*** DATASET RECORDS
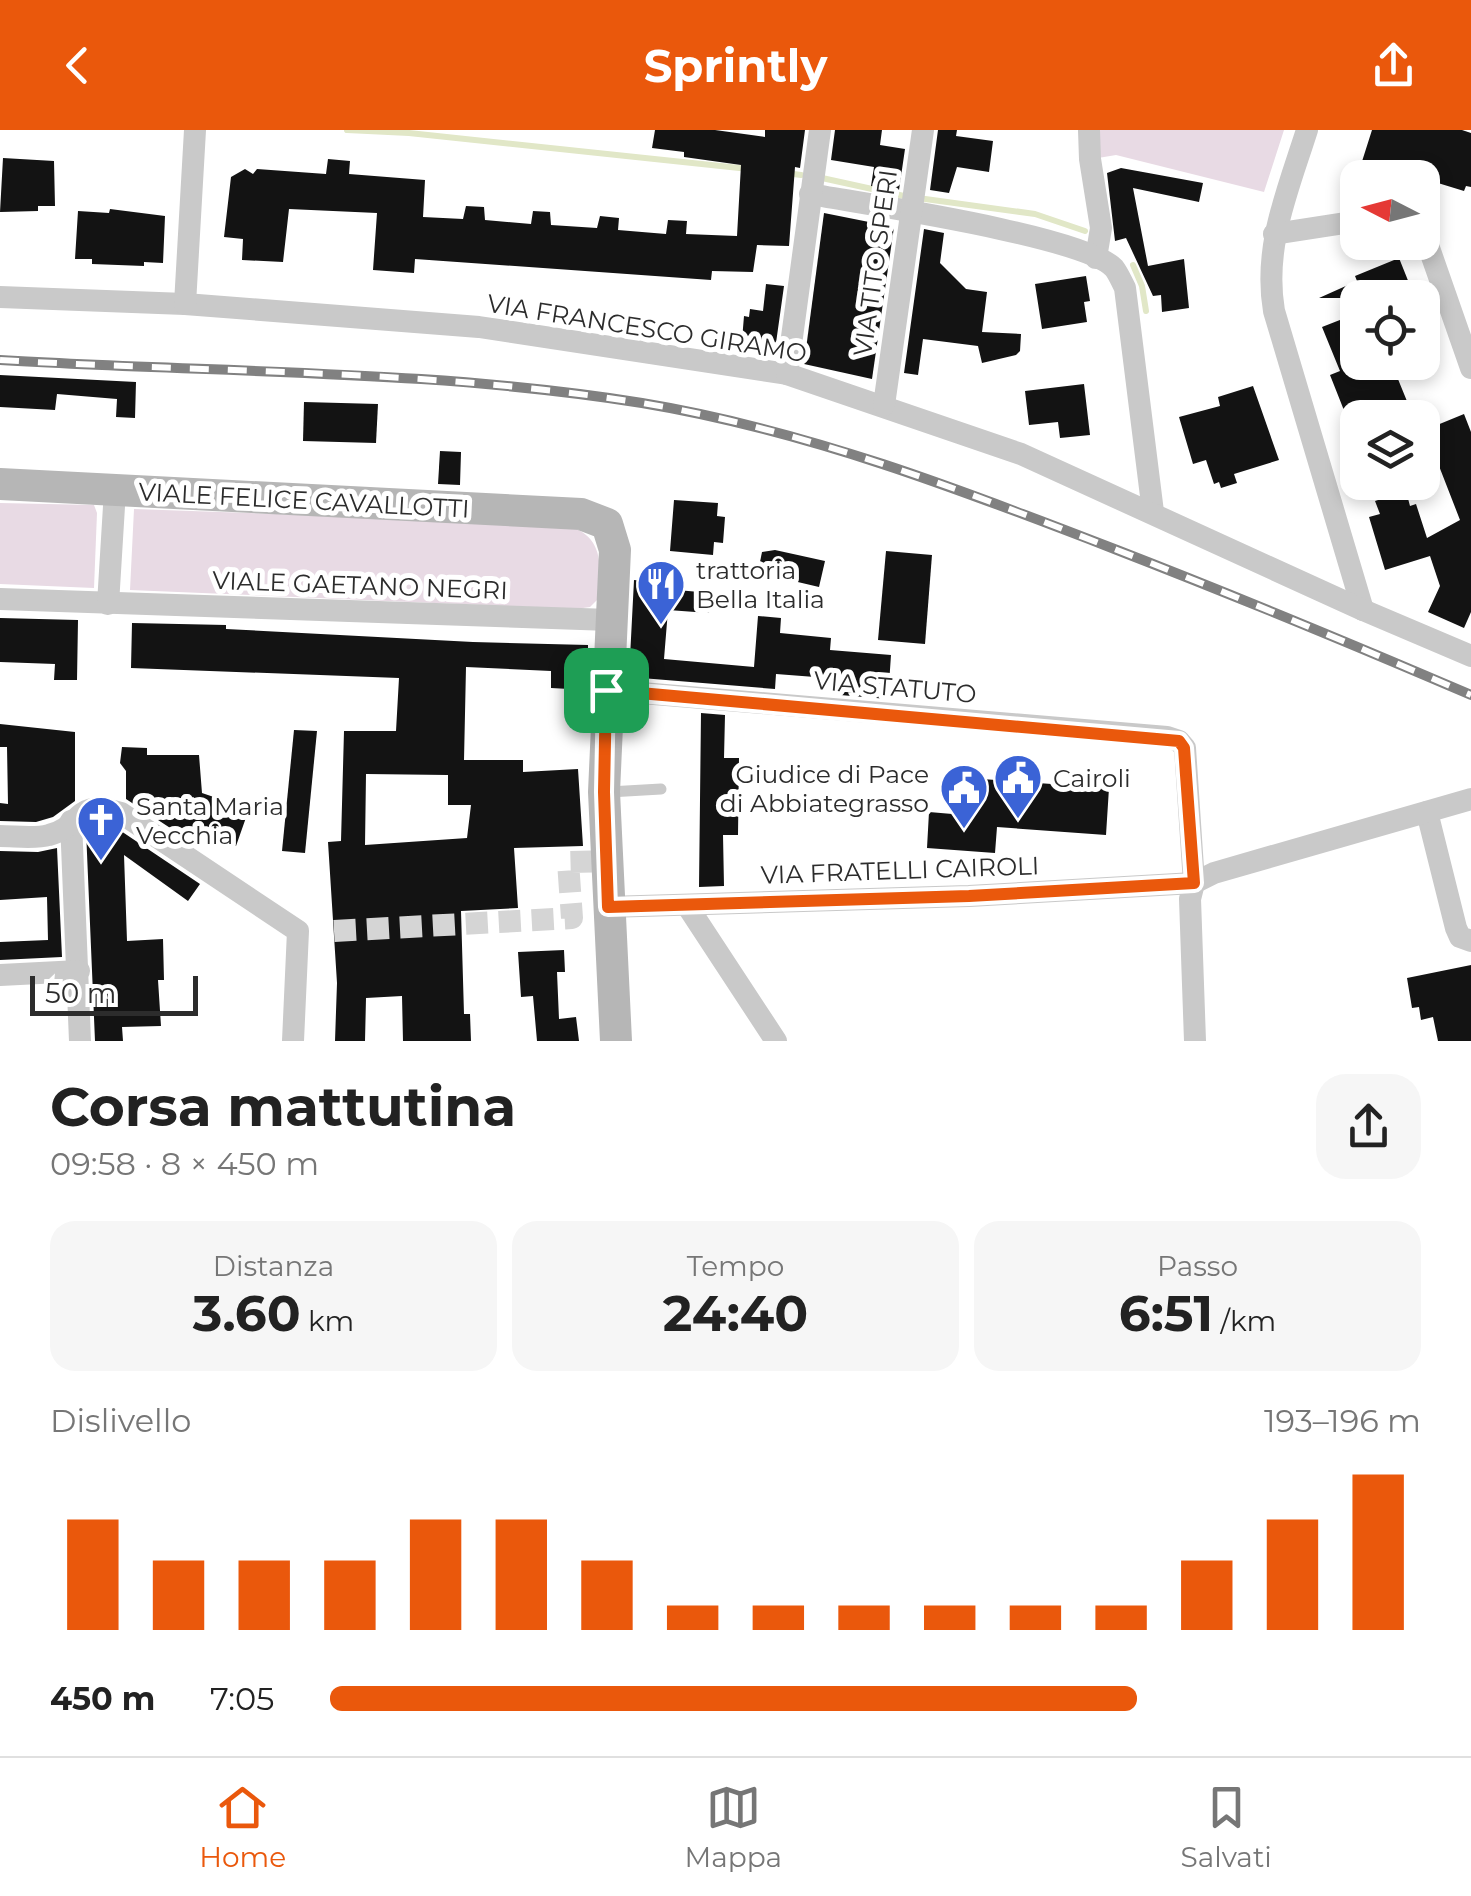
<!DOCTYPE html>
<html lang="it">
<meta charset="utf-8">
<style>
body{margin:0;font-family:Montserrat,sans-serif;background:#f6f6f6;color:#222;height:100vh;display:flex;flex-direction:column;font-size:38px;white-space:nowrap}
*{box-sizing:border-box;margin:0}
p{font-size:32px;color:#767676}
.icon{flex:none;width:55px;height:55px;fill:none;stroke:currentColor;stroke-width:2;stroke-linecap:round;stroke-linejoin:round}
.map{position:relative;height:911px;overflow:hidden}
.side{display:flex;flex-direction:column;background:#fff;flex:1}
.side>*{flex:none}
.needle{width:65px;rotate:276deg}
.buttons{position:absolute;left:1340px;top:30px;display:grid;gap:20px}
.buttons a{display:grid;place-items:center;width:100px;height:100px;border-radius:20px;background:#fff;box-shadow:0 5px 15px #0003;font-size:50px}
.scale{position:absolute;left:30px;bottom:25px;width:168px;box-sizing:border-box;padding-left:10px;border:5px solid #2c2c2c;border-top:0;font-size:28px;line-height:35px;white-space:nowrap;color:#2c2c2c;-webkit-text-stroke:8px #fff;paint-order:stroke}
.pin{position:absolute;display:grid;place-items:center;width:85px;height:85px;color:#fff;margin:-42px;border-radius:20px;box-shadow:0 5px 15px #0006}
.round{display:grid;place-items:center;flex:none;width:105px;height:105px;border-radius:30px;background:#f6f6f6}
.overview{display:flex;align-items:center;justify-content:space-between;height:170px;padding:0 50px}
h1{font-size:55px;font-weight:700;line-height:75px}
.figures{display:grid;grid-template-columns:repeat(3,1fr);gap:15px;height:170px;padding:10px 50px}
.figures div{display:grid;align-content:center;border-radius:25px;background:#f6f6f6;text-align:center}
.figures b{font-size:50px;font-weight:700}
.figures small{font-size:28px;font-weight:400}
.figures p{font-size:28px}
.chart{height:280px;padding:20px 50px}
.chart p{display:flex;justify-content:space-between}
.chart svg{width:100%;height:180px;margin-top:10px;stroke:#ea580c;stroke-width:6}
ul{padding:0 50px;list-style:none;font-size:32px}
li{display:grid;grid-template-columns:160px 120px 1fr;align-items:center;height:75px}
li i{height:25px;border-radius:12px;background:#ea580c}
header{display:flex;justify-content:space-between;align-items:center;height:130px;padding:0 50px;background:#ea580c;color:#fff;font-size:45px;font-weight:700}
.dock{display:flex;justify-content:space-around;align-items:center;height:140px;border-top:2px solid #e0e0e0;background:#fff;font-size:28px;color:#767676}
.dock a{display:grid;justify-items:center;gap:5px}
.dock .active{color:#ea580c}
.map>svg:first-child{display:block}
.green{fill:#e8dae4}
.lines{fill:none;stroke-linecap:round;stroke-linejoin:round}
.stream{stroke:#e1e7c7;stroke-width:6}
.building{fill:#131313;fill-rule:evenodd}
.street-tunnel{stroke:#d5d5d5;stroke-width:22;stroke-dasharray:22 11;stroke-linecap:butt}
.lane{stroke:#c9c9c9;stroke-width:11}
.street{stroke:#c9c9c9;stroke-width:22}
.secondary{stroke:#b6b6b6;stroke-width:32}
.rail-casing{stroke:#818181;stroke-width:10}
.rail{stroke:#fff;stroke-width:6;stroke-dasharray:19;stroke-linecap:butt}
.route-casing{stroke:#fff;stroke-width:20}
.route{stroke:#ea580c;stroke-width:12}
.labels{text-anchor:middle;stroke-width:10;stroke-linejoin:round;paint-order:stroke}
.street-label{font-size:25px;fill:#2c2c2c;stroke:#fff}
.poi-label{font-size:25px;fill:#2c2c2c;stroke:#fff;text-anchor:start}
</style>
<header><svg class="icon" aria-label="back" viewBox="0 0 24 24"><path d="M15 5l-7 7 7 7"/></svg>Sprintly<svg class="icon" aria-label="share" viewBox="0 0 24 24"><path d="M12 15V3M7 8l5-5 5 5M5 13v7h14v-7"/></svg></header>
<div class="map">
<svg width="1471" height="911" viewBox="0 0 1471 911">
<rect width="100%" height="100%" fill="#fff"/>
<!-- green -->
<g class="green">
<polygon points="1096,0 1284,0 1264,62 1116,25 1098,28"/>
<polygon points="0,373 94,375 97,383 94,458 0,454"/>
<path d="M134 379 564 394C605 406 601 434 598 469L590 477 576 479 130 460Z"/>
</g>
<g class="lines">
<!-- stream -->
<g class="stream">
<polyline points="347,0 409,3 749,39"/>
<polyline points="786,43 801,45"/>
<polyline points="822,48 904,66"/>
<polyline points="918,68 1035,84 1085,101"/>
<polyline points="1133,135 1142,156 1146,181"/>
</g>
</g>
<!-- building -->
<g class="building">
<polygon points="655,0 715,0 765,7 765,0 805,0 800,38 795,37 789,116 757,115 753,142 712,141 711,150 415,129 414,143 373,140 377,83 289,79 283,132 242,130 243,109 224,107 231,47 245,39 253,44 257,39 326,44 328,29 350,31 349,44 425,50 423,87 463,89 466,76 484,77 485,90 531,94 533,81 550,82 551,95 597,98 600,86 619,88 618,100 666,104 668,90 687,91 686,104 737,106 741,35 684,27 684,22 652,18"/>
<polygon points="835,0 882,0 880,15 905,19 899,60 871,56 874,37 831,30"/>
<polygon points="938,0 957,0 956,6 993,11 989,42 957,37 949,63 930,60"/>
<polygon points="1372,0 1462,0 1471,3 1471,57 1466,56 1464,61 1389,38 1386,48 1358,44"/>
<polygon points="3,28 54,31 55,76 38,76 38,81 0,82"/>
<polygon points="1121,38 1203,53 1199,72 1133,58 1148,136 1184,129 1189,178 1162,182 1161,165 1153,166 1126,108 1115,111 1107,43"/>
<polygon points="110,79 165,86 163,133 144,132 144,136 92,134 92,129 75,129 78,81 109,83"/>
<polygon points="824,83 894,97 872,249 804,234"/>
<polygon points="924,99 944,103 940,133 966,159 987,162 982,202 1021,204 1020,221 1016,225 982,233 978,216 923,209 918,245 904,243"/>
<polygon points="1399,128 1415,168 1319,168 1357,151 1355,146"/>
<polygon points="1086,146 1090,171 1084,172 1087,192 1042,199 1035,154"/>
<polygon points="766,154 784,156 776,213 742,210 744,186 749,187 750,179 763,181"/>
<polygon points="1345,188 1358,223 1358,232 1391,232 1411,281 1396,288 1347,288 1330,245 1340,241 1322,197"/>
<polygon points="0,245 136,252 135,288 116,287 117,269 57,264 55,280 0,277"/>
<polygon points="1084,254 1090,305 1060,308 1058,292 1029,295 1025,261"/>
<polygon points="1253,256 1279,330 1234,344 1237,353 1221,358 1219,352 1214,354 1206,330 1193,334 1179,287 1220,276 1218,267"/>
<polygon points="304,272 378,274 376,313 303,311"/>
<polygon points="1464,284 1471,302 1471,482 1464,498 1428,482 1440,456 1430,426 1385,440 1369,387 1380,384 1375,371 1406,361 1410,376 1416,374 1427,408 1460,390 1425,300"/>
<polygon points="440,321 461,322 460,355 438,354"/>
<polygon points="674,370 718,373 717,386 725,387 723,413 714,412 713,425 670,421"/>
<polygon points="775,420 825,431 819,457 768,445 759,437 762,422"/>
<polygon points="886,421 932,425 925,514 878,510"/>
<polygon points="634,450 655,452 654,458 711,463 709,483 668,480 664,529 754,537 758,486 781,488 780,503 831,508 830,520 891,525 888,569 840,565 841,549 776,544 775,559 629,547"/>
<polygon points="0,488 78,490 77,550 54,550 55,534 0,532"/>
<path d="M132 493 226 495V499L473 512 588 515V560L551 558V541L466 537 464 630H523V642L578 639 583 716 514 718 518 778 461 781 464 884H470L471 911H403L402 866 366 868 365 911H335L337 853 328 712 341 711 344 601H396L399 548 131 538ZM366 644 448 645V675H471L467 708 365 715Z"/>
<polygon points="701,583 725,585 724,628 739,628 738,705 723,705 724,756 699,757"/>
<polygon points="0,594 75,602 75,671 53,687 36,692 0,691 0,673 8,674 7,617 0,617"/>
<polygon points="294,600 317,601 305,723 282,721"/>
<polygon points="122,617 147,618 147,625 199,625 202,663 249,679 236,716 190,700 187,709 126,669 126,641 120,633"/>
<polygon points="967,648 1109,658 1106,705 997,697 995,723 927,718 929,682 964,685"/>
<polygon points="96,694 115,697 200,754 188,771 124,725 127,811 163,809 164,850 158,850 161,896 122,897 123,911 95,911 86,700"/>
<polygon points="57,718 62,827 0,830 0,812 48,810 47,767 0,770 0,721 38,722"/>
<polygon points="564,820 565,842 557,842 559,889 576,887 579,911 537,911 533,866 521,867 518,822"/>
<polygon points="1471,835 1471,911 1438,911 1433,887 1421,890 1419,877 1412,878 1407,848"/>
</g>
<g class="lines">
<!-- street-tunnel -->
<polyline class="street-tunnel" points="334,801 572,788 568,732 608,731"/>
<!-- lane -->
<polyline class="lane" points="609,662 661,659"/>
<!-- street -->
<g class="street">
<polyline points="1089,0 1090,29 1101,98 1096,128"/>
<path d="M1307 0C1288 60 1263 117 1274 181L1363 480"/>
<path d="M810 64C864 74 1084 106 1114 138 1118 143 1122 152 1125 158L1153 382"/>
<polyline points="1422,98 1471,238"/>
<polyline points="1274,104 1358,91"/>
<polyline points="0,167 185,174 479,197 787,244 1021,324 1363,480 1471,526"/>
<polyline points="185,174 195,0"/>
<polyline points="787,244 820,0"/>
<polyline points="884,275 923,0"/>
<polyline points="0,469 610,490"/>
<polyline points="108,474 115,360"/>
<polyline points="606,560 1167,607 1179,611 1185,618 1194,753 1190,769 1195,911"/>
<polyline points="1427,682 1456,798 1460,807 1471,811"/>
<polyline points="71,691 80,911"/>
<path d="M0 706C15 706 35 709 49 705 84 696 73 668 121 683L298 801 293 911"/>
<polyline points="608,777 969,766 1194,753 1214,743 1471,669"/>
<polyline points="688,777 776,911"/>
<polyline points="0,845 79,841"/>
</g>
<!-- secondary -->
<polyline class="secondary" points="0,354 581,384 607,394 615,420 604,662 616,911"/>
<!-- rail casing -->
<g class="rail-casing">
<path id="rail" d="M0 230C214 243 430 239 642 273 806 300 962 360 1117 420 1236 466 1354 515 1471 565"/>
</g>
<!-- rail -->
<use href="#rail" class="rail"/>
</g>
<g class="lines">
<!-- route casing -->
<g class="route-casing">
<polygon id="route" points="606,560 1179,611 1184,618 1194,753 969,766 608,777 604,662"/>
</g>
<!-- route -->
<use href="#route" class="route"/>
</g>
<!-- icons -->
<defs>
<g id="restaurant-pin" transform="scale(2.5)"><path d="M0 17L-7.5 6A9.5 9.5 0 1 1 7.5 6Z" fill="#3b63d6" stroke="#fff"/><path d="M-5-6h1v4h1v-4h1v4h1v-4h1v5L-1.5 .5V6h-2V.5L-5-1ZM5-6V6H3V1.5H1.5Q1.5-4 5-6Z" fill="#fff"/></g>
<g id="civic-pin" transform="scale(2.5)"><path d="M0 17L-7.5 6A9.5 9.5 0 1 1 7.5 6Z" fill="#3b63d6" stroke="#fff"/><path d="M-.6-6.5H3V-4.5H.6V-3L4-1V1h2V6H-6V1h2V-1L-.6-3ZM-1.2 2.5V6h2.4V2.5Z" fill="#fff"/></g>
<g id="church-pin" transform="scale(2.5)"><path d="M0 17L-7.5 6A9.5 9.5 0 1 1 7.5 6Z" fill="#3b63d6" stroke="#fff"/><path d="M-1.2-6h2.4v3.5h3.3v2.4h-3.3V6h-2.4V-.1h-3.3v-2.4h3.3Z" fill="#fff"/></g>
</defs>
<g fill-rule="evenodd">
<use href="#restaurant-pin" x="661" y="454"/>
<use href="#civic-pin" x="1018" y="648"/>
<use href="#civic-pin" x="964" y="658"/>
<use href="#church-pin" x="101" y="690"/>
</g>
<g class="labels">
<!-- street labels -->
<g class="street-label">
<text transform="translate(875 133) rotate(-82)" y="9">VIA TITO SPERI</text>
<text transform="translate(647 198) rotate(9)" y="9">VIA FRANCESCO GIRAMO</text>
<text transform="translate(304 370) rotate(3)" y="9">VIALE FELICE CAVALLOTTI</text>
<text transform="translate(360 455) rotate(2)" y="9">VIALE GAETANO NEGRI</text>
<text transform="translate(895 557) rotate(5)" y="9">VIA STATUTO</text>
<text transform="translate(900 740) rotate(-2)" y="9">VIA FRATELLI CAIROLI</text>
</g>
<!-- poi labels -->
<g class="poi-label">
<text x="696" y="449">trattoria<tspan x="696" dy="29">Bella Italia</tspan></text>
<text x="929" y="653" text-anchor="end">Giudice di Pace<tspan x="929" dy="29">di Abbiategrasso</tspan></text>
<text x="1053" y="657">Cairoli</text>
<text x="136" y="685">Santa Maria<tspan x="136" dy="29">Vecchia</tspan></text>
</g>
</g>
</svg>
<div class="buttons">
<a><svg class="needle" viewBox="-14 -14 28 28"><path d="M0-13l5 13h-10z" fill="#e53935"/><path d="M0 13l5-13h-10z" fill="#767676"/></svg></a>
<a><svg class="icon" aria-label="locate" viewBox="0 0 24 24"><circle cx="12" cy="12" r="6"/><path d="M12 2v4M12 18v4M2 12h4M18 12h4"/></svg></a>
<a><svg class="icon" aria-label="layers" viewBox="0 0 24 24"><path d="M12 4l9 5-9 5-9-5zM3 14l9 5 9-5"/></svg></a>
</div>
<div class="scale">50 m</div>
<div class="pin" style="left:606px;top:560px;background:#1e9e55"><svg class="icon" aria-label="arrive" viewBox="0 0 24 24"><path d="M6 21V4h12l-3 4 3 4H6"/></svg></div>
</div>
<section class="side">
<div class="overview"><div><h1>Corsa mattutina</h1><p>09:58 · 8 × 450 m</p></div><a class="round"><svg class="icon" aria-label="share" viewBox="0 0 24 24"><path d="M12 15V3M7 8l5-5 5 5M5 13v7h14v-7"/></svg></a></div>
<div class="figures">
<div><p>Distanza</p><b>3.60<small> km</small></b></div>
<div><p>Tempo</p><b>24:40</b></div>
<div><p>Passo</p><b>6:51<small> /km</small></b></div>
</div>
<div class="chart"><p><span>Dislivello</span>193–196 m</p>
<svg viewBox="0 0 160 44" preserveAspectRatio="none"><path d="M5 44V17M15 44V27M25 44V27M35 44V27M45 44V17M55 44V17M65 44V27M75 44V38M85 44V38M95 44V38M105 44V38M115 44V38M125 44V38M135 44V27M145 44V17M155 44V6"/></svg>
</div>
<ul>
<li><b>450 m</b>7:05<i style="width:74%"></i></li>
</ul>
</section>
<nav class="dock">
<a class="active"><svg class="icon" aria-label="home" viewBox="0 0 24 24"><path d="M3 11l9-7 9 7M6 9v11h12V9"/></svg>Home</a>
<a><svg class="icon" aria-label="map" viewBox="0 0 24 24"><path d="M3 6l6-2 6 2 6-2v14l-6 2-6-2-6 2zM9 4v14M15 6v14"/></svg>Mappa</a>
<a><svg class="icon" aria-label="saved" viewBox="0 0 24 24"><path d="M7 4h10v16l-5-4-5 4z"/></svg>Salvati</a>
</nav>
******
> TASK TO CARRY OUT
Your reply should hold every line from the data that contains "sizing", copied in full.

> COMPLETED TASK
*{box-sizing:border-box;margin:0}
.scale{position:absolute;left:30px;bottom:25px;width:168px;box-sizing:border-box;padding-left:10px;border:5px solid #2c2c2c;border-top:0;font-size:28px;line-height:35px;white-space:nowrap;color:#2c2c2c;-webkit-text-stroke:8px #fff;paint-order:stroke}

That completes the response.